1

Table A (table to merge into) has 90,000 rows Table B (source table) has 3,677 rows I would expect this to merge really quick but it's taking 30 minutes (and counting). How can it be optimized to run faster?

ALTER PROCEDURE [dbo].[MergeAddressFromGraph] 
-- no params

AS BEGIN -- SET NOCOUNT ON added to prevent extra result sets from -- interfering with SELECT statements. SET NOCOUNT ON;

-- first add fids to the MergeFundraiserNameAddress table instead of the temp table?

SELECT fundraiserid, ein
INTO #fids 
FROM  bb02_fundraiser

BEGIN TRAN;
MERGE BB02_FundraiserNameAddress AS T
USING
(    
    select f.fundraiserid,
           n.addresslines,
           n.town,
           n.county,
           n.postcode,
           n.country,
           n.fulladdress,
           n.ein
    from MergeFundraiserNameAddress n
         join bb02_fundraiser f
         on f.ein = n.ein and f.isdefault = 1
    group by n.ein,
             f.fundraiserid,
             n.addresslines,
             n.town,
             n.county,
             n.postcode,
             n.country,
             n.fulladdress

) AS S
ON (T.fundraiserid in( (select fundraiserid from #fids where ein = S.ein)) )

WHEN MATCHED
    THEN UPDATE
        SET    
              -- ADDRESS
              T.addresslines = S.addresslines
              ,T.town = S.town
              ,T.county = S.county
              ,T.postcode = S.postcode
              ,T.country = S.country
              ,T.fulladdress = S.fulladdress

;

DELETE FROM MergeFundraiserNameAddress

COMMIT TRAN;

drop table #fids

END

UPDATE I was able to improve the stored procedure which now runs in just a few seconds. I joined on the temp table instead of the bb02_fundraiser table and removed the subquery in the ON clause.
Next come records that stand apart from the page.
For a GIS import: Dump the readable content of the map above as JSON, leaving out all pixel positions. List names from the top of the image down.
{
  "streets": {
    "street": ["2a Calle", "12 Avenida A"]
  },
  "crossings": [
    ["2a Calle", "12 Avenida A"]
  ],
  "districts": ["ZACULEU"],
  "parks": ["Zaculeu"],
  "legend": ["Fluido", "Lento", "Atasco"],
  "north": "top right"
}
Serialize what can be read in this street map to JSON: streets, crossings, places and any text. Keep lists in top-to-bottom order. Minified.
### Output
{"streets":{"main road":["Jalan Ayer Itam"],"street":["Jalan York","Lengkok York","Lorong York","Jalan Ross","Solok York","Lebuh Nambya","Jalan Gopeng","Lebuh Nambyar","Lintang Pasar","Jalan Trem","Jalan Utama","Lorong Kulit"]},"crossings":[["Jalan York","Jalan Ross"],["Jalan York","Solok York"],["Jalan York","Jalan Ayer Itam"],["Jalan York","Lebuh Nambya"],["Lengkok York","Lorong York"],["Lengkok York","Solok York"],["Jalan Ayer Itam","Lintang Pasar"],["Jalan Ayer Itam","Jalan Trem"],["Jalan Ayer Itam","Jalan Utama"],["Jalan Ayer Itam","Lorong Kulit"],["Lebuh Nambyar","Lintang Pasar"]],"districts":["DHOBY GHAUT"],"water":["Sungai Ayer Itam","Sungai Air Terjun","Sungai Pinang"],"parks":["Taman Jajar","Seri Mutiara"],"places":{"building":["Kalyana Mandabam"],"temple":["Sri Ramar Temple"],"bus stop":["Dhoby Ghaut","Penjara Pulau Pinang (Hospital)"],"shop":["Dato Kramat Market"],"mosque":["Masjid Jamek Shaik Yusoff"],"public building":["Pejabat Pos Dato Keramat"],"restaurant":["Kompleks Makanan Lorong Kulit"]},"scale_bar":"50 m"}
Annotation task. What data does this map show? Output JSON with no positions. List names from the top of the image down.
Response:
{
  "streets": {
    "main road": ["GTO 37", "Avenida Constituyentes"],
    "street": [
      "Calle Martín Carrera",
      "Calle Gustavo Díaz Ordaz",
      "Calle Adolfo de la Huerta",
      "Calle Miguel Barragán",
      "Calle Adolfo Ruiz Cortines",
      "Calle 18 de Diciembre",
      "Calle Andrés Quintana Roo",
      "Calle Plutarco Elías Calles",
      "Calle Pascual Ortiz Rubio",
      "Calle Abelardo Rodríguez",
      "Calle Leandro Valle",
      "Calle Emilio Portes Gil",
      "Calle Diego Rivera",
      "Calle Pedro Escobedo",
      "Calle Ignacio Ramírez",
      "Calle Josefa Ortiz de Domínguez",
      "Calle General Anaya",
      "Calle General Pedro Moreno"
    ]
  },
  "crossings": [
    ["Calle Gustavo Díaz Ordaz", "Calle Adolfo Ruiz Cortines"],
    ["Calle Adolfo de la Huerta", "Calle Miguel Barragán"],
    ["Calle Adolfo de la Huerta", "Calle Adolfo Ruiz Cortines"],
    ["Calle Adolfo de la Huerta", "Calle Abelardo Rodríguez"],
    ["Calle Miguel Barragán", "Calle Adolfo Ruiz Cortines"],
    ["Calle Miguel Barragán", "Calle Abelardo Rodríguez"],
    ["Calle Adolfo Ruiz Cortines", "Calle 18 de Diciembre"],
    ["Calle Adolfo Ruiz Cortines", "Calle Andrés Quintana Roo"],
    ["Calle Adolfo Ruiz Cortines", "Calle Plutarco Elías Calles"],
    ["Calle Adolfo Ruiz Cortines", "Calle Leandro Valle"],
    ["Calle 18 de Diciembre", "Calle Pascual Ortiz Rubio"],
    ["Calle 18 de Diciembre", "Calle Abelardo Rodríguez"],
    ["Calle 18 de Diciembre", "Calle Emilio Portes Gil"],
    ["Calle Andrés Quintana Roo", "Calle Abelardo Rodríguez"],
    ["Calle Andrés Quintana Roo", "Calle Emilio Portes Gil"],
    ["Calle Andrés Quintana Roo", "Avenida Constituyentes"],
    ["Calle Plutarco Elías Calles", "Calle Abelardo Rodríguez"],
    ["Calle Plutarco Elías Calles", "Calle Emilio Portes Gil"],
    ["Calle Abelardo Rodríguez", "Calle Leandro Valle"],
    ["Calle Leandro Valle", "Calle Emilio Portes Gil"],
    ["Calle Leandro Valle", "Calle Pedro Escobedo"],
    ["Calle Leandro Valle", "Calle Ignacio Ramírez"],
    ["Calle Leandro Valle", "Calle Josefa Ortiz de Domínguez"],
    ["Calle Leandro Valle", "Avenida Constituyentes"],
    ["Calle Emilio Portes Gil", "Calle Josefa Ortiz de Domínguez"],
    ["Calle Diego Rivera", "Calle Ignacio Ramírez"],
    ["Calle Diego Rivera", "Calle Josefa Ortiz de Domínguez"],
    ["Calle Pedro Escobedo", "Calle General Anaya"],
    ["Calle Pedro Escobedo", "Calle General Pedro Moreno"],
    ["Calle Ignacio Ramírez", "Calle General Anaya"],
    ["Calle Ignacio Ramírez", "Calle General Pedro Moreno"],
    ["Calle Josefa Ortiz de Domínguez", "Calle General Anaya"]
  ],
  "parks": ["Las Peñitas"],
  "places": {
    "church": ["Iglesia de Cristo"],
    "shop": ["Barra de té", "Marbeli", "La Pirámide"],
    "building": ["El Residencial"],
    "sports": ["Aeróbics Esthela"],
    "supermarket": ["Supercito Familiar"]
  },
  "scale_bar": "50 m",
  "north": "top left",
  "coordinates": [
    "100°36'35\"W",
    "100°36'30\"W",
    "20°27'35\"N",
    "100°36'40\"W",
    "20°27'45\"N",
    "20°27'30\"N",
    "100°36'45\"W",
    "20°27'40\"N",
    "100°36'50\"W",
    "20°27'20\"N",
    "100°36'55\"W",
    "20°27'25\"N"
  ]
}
I realize now that the Merge is not necessary and I could have used an Update instead, but I'm ok with this right now because an INSERT may be needed soon in a refactor.

UPDATED STORED PROCEDURE BELOW IF OBJECT_ID('tempdb..#fids') IS NOT NULL DROP TABLE #fids

SELECT fundraiserid, ein
INTO #fids 
FROM  bb02_fundraiser
where isdefault = 1

BEGIN TRAN;
MERGE BB02_FundraiserNameAddress AS T
USING
(    
    select f.fundraiserid,
           n.addresslines,
           n.town,
           n.county,
           n.postcode,
           n.country,
           n.fulladdress,
           n.ein
    from MergeFundraiserNameAddress n
         join #fids f
         on f.ein = n.ein
    group by n.ein,
             f.fundraiserid,
             n.addresslines,
             n.town,
             n.county,
             n.postcode,
             n.country,
             n.fulladdress

) AS S
ON (T.fundraiserid = S.fundraiserid)

WHEN MATCHED
    THEN UPDATE
        SET    
              -- ADDRESS
              T.addresslines = S.addresslines
              ,T.town = S.town
              ,T.county = S.county
              ,T.postcode = S.postcode
              ,T.country = S.country
              ,T.fulladdress = S.fulladdress

;

DELETE FROM MergeFundraiserNameAddress

COMMIT TRAN;

IF OBJECT_ID('tempdb..#fids') IS NOT NULL
DROP TABLE #fids
Induster
  • 733
  • 1
  • 6
  • 15
  • Please post the execution plan. You're right - we can get this to be very quick. – usr Dec 12 '13 at 21:51
  • 2
    Why are you using MERGE if the only possible outcome is an UPDATE? ([Here's why you might want to use caution with MERGE](http://www.mssqltips.com/sqlservertip/3074/use-caution-with-sql-servers-merge-statement/).) – Aaron Bertrand Dec 12 '13 at 21:55
  • Also, perhaps it is being blocked. When this is running for 30 minutes, what does sys.dm_exec_requests say? This DMV can show you blocking_session_id as well as wait type for the session_id trying to run the MERGE. – Aaron Bertrand Dec 12 '13 at 21:56

2 Answers2

0

See below if this statement alone does the job for you.

UPDATE T
SET    T.addresslines = n.addresslines
      ,T.town = n.town
      ,T.county = n.county
      ,T.postcode = n.postcode
      ,T.country = n.country
      ,T.fulladdress = n.fulladdress
    from MergeFundraiserNameAddress n join bb02_fundraiser f
    on f.ein = n.ein and f.isdefault = 1
    INNER JOIN  BB02_FundraiserNameAddress T
    ON T.fundraiserid = f.fundraiserid AND T.ein = f.ein
group by n.ein,
             f.fundraiserid,
             n.addresslines,
             n.town,
             n.county,
             n.postcode,
             n.country,
             n.fulladdress

As other users has mentioned in your comments, why use MERGE statement when you're only updating records. MERGE statement is used when you are doing multiple operation such as UPDATE , DELETE and INSERT.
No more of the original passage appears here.